Странное дело: после тоски и безумий души больной, не испытывали вы никогда разве покоя блаженного, легкости странной и какого-то буйного молодечества? Гибель вашей души и ужас вам грозящих опасностей вдруг покажется не более как детской шуткой, или более того: совершившимся не с вами, но вам рассказанным; вам покажется тогда, что где-то вы слышали душу смутившую хаоса песнь, но где — этого вы не скажете никогда; сон жизни вас обоймет и отымется память; и будете вы легко носиться по волнам жизни, срывая одни лишь цветы удовольствий — благие дары бытия; и нет, нет — не удержится ваша с вами радость: прошлое, что грозило и что не перестало быть, — тогда встанет во мгновение ока; и вы проклянете час вашей легкости — тот час, когда, глядя на резвящийся на лугу хоровод, или на девушки взор любимый, вы сказали себе: нет, мне пригрезились беды, нет, ничего мне и не грозит… Так знайте же: будет поздно.
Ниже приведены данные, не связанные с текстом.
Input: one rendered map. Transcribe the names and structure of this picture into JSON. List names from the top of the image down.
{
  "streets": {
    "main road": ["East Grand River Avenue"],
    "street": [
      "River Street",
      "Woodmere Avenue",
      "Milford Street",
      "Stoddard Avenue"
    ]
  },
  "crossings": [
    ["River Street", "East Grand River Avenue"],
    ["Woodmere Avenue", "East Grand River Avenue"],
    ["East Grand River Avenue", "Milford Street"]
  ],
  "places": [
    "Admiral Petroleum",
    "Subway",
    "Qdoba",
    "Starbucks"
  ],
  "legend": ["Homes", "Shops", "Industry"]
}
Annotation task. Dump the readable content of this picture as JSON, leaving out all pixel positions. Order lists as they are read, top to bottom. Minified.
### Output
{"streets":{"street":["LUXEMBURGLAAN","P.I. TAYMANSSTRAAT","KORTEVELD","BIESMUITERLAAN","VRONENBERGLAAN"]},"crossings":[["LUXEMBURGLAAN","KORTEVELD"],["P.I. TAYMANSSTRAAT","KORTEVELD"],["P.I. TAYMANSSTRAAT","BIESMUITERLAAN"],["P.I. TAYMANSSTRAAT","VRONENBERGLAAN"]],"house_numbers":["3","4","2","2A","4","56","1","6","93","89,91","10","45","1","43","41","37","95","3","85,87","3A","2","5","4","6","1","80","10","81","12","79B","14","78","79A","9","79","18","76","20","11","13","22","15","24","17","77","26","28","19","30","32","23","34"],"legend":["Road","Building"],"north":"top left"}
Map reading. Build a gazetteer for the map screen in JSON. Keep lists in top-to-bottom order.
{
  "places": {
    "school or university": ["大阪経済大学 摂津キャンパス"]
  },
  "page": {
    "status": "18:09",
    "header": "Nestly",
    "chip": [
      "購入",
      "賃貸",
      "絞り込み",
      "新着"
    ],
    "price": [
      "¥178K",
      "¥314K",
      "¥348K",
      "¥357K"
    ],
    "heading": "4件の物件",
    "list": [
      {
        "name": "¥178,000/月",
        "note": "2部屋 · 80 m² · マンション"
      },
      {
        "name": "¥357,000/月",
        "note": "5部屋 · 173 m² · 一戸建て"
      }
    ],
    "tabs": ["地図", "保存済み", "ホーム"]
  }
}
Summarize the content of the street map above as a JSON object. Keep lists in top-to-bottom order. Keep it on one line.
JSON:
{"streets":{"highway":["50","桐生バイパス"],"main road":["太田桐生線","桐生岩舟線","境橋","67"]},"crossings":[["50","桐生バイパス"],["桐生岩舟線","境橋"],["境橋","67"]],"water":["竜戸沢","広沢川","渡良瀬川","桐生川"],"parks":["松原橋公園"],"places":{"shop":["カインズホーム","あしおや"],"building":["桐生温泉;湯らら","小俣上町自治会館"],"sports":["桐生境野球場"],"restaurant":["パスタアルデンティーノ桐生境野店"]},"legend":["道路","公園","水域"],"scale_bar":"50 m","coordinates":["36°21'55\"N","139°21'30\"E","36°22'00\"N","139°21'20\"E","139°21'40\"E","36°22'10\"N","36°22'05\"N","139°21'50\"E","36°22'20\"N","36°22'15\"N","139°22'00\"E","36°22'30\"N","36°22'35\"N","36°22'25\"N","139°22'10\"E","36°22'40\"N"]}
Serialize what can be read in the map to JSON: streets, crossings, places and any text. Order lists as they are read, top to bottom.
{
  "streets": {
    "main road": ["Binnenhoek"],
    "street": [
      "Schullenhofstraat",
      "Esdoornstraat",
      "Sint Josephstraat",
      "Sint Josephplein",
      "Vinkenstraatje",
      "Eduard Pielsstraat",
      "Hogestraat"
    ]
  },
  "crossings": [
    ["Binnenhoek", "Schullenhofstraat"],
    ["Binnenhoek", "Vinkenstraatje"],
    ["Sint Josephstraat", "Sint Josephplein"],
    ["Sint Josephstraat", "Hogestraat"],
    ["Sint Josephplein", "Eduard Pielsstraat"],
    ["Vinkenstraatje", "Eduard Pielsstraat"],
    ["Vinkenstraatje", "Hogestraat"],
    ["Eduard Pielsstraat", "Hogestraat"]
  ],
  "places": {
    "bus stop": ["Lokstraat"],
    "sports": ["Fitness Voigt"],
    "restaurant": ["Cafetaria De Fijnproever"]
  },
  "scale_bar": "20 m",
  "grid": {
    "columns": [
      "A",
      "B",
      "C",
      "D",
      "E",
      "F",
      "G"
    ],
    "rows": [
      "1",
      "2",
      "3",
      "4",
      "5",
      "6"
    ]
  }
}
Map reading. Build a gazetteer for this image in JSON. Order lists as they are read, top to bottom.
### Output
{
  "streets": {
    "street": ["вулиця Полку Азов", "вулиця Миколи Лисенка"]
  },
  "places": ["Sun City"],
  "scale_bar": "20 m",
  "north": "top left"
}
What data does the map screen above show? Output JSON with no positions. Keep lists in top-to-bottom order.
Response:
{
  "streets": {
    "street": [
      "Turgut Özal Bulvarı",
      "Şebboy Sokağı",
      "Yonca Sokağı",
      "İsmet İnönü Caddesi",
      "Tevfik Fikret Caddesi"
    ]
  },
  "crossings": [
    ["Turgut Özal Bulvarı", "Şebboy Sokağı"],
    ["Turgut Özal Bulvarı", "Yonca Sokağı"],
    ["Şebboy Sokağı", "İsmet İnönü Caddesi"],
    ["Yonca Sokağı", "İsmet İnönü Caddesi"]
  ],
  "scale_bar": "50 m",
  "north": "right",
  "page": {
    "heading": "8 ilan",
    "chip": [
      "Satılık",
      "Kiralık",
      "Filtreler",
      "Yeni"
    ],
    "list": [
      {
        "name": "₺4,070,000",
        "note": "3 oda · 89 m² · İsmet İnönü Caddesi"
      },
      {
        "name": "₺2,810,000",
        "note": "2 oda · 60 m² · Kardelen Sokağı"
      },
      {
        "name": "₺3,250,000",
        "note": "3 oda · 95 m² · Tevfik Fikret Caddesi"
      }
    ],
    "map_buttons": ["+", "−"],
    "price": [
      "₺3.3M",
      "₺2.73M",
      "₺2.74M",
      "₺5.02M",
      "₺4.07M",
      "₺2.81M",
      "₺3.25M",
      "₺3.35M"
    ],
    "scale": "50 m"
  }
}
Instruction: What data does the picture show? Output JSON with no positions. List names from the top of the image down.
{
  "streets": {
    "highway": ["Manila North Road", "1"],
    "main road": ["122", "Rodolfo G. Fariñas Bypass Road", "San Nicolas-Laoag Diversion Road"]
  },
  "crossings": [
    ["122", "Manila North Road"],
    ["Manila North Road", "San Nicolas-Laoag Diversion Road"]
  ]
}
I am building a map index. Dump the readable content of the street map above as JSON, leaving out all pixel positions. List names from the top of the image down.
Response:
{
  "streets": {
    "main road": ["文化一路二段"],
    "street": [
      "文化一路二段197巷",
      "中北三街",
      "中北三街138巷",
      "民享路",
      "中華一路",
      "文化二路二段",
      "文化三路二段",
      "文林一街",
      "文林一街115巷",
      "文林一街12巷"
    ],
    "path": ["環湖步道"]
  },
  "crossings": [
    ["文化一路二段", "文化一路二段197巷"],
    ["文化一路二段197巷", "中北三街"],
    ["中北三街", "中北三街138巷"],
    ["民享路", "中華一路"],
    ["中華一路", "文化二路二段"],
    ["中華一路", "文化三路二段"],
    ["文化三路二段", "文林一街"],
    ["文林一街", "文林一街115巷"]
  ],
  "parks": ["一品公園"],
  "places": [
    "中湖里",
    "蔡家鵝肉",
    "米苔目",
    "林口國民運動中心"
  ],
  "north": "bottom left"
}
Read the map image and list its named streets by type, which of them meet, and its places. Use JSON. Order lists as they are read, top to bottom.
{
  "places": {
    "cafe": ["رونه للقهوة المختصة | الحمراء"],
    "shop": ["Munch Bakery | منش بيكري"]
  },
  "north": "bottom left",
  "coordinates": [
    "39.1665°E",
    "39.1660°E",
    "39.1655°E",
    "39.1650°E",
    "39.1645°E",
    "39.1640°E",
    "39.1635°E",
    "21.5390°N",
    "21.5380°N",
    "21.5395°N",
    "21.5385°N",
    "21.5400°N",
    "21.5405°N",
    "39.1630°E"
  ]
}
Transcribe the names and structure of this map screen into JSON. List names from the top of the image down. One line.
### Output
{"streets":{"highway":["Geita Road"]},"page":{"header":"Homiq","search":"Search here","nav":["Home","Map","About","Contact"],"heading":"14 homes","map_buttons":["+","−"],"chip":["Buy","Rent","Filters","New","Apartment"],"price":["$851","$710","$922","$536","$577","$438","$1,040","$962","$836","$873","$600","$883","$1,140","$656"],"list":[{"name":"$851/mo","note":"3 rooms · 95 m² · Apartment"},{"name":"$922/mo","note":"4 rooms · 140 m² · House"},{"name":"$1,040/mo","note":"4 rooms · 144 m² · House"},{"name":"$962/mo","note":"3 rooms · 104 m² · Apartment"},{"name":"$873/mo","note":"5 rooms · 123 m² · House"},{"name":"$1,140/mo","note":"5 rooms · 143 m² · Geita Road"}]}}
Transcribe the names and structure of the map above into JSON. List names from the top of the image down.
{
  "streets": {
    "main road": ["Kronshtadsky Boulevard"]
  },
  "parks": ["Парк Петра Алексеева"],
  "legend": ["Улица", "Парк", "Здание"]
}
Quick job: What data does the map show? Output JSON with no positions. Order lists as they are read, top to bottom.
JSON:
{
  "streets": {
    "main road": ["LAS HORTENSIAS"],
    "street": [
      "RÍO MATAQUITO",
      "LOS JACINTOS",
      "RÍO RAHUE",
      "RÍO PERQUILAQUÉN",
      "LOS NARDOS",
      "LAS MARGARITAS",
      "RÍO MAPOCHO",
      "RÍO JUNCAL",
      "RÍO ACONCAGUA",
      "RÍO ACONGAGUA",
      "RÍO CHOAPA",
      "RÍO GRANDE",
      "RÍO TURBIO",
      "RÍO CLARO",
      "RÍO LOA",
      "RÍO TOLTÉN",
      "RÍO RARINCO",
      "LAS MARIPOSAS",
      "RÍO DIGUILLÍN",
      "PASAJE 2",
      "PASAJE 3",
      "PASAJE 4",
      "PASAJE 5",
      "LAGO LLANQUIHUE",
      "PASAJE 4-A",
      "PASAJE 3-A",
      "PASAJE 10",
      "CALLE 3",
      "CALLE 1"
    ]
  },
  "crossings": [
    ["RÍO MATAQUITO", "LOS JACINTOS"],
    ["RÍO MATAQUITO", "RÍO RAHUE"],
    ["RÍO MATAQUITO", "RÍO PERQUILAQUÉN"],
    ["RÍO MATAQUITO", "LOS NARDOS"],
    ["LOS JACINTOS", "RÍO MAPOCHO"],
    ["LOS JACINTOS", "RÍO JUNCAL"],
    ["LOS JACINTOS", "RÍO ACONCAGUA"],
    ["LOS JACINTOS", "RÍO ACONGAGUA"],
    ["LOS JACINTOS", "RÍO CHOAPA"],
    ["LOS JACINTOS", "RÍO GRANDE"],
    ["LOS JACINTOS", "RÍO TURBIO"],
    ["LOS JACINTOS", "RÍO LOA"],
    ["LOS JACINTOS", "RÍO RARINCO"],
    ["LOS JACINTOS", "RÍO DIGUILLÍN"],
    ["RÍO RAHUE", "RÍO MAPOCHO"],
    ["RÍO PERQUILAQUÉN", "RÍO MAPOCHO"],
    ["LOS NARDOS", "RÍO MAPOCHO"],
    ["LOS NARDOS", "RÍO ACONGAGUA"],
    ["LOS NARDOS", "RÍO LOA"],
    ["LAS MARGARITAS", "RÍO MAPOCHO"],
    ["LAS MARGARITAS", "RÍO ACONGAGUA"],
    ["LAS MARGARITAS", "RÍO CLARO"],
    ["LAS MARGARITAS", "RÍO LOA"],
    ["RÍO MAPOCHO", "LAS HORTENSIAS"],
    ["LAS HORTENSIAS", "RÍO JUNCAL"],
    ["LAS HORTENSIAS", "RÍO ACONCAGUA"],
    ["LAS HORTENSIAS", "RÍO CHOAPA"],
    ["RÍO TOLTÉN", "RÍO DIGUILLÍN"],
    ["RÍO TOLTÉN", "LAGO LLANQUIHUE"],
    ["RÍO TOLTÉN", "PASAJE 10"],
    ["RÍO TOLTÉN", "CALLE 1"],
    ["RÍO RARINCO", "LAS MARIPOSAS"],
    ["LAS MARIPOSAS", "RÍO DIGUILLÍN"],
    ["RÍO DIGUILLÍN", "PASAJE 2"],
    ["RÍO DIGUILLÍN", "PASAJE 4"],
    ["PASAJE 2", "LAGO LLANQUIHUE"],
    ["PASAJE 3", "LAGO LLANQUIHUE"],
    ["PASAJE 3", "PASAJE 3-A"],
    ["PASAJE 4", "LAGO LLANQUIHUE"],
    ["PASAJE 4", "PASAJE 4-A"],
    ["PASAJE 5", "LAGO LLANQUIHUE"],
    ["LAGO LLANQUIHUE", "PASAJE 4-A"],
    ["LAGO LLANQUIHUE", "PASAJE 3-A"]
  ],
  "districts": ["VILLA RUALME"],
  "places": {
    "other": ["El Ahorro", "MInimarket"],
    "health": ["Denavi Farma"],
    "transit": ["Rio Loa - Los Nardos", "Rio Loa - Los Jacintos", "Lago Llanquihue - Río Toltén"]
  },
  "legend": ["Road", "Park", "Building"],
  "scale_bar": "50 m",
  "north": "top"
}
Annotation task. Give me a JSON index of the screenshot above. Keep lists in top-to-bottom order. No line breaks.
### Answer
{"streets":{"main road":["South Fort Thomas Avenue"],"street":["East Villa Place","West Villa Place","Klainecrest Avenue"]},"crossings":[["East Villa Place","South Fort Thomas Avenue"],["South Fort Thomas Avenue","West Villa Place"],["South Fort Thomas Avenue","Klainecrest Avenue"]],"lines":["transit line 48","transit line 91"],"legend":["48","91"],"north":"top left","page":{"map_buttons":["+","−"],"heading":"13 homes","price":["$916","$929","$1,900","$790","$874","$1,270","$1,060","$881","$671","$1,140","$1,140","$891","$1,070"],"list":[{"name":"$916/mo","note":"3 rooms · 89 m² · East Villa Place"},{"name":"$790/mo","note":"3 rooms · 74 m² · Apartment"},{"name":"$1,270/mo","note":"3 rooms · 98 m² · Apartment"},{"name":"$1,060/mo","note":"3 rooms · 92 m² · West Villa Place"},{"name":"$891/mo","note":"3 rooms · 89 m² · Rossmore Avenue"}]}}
— Уже поздно, — протянула в нос старушка, надменно трясясь, благосклонно, над склоненной головой Дарьяльского, и все же касаясь губами пепельных его волос, когда он ей целовал руку.

— Да, уже поздно, — блеснула на него и Катя изумрудным испуганным укоризненным взором, и безжизненно продрожал ее голос.

— Xe-xи-xe-c! — отозвался Евсеич из темного своего угла.

Ни смешка, ни укора, ни даже роковой благосклонности семидесятилетней бабки тогда не заметил Дарьяльский, как не осенила его то, что странно как-то сменила старушка свой каждодневный на него утренний гнев ничем не объяснимой благосклонностью: так обреченные и на казнь минуты последние жизни на себе испытывают благосклонность тех, которые их через миг поведут на смерть. Все же было странно, что на Дарьяльского роптавшая и Катину Дарьяльским загрызающая жизнь старушка в глубине души глухой уже крепко и цепко успела пожалеть неприглядного на ее взгляд внучкина жениха.

Странное дело: видела Катя, что никакой уже бури не будет, что пустой каприз или внезапная перемена барометра растопили бабкино сердце, но она не радовалась: рассеялась навеянная тревога и хлынула на нее теперь ее собственная тревога; и она жалобно поглядывала на жениха: «Может быть, и он, как другие… ездит к…»

40

Калъкомани (ит.) — здесь: переводная картинка.

41

Олеонафт — машинное масло.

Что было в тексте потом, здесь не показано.